More Evidence for Healthy Living: Any Smoking Poses A Problem
Healthy living is certainly part of the modern boarding school mantra.
Almost every school articulates goals and purposes around a regular schedule, good sleep, sound eating, exercise, and healthy relationships with peers and adults.
Admittedly, we/schools weren’t always as good about this as we could have been.
I’ve been around long enough to remember the days when schools allowed students (with parental permission) to smoke in designated spots on campus. Looking back, most every school switched to non-smoking policy close to twenty years ago. We reached the point at which no one could defend student smoking in the face of the evidence.
Some new research shows this switch to non-smoking campuses might be better than we knew.

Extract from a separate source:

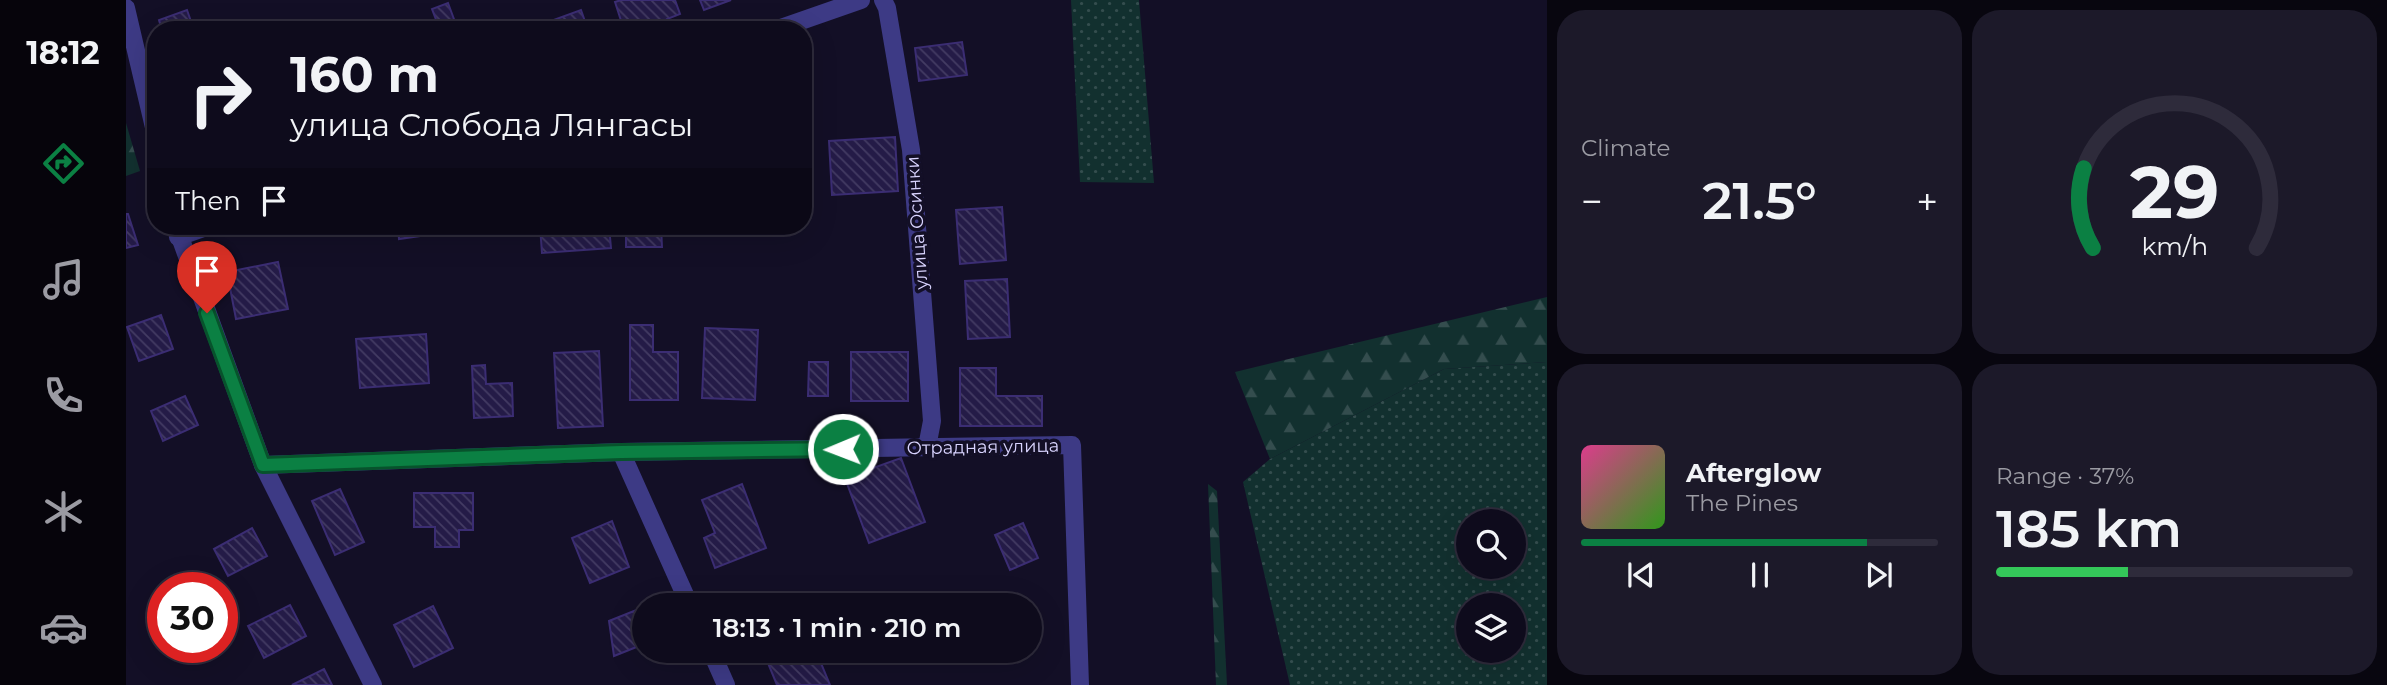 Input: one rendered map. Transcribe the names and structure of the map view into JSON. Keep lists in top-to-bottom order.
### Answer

University of Alabama Birmingham researchers recently published findings making the case that small doses of nicotine can create brain changes that may last for an individual’s lifetime.
Writing For the Birmingham News, Jeff Hansen describes it this way:
“Researchers now believe that smoking just a few cigarettes can change the brain to create a craving to smoke, trapping most teenagers who start into a 30- to 40-year habit as adults.
One medical researcher has described it as ‘a 40-year sentence for four cigarettes.’ And even those who manage to quit smoking have a long-term susceptibility to relapse.
New research from the University of Alabama at Birmingham may advance the understanding of this process. UAB researchers reported this week that a short exposure to nicotine in adolescent white rats changed the behavior of cells in one portion of the rat’s brain.
That lab finding may relate to what clinical researchers now realize happens in adolescent humans.
What in the world is going on in the brain to cause these changes after a short exposure to nicotine, the addictive chemical in cigarette smoke?…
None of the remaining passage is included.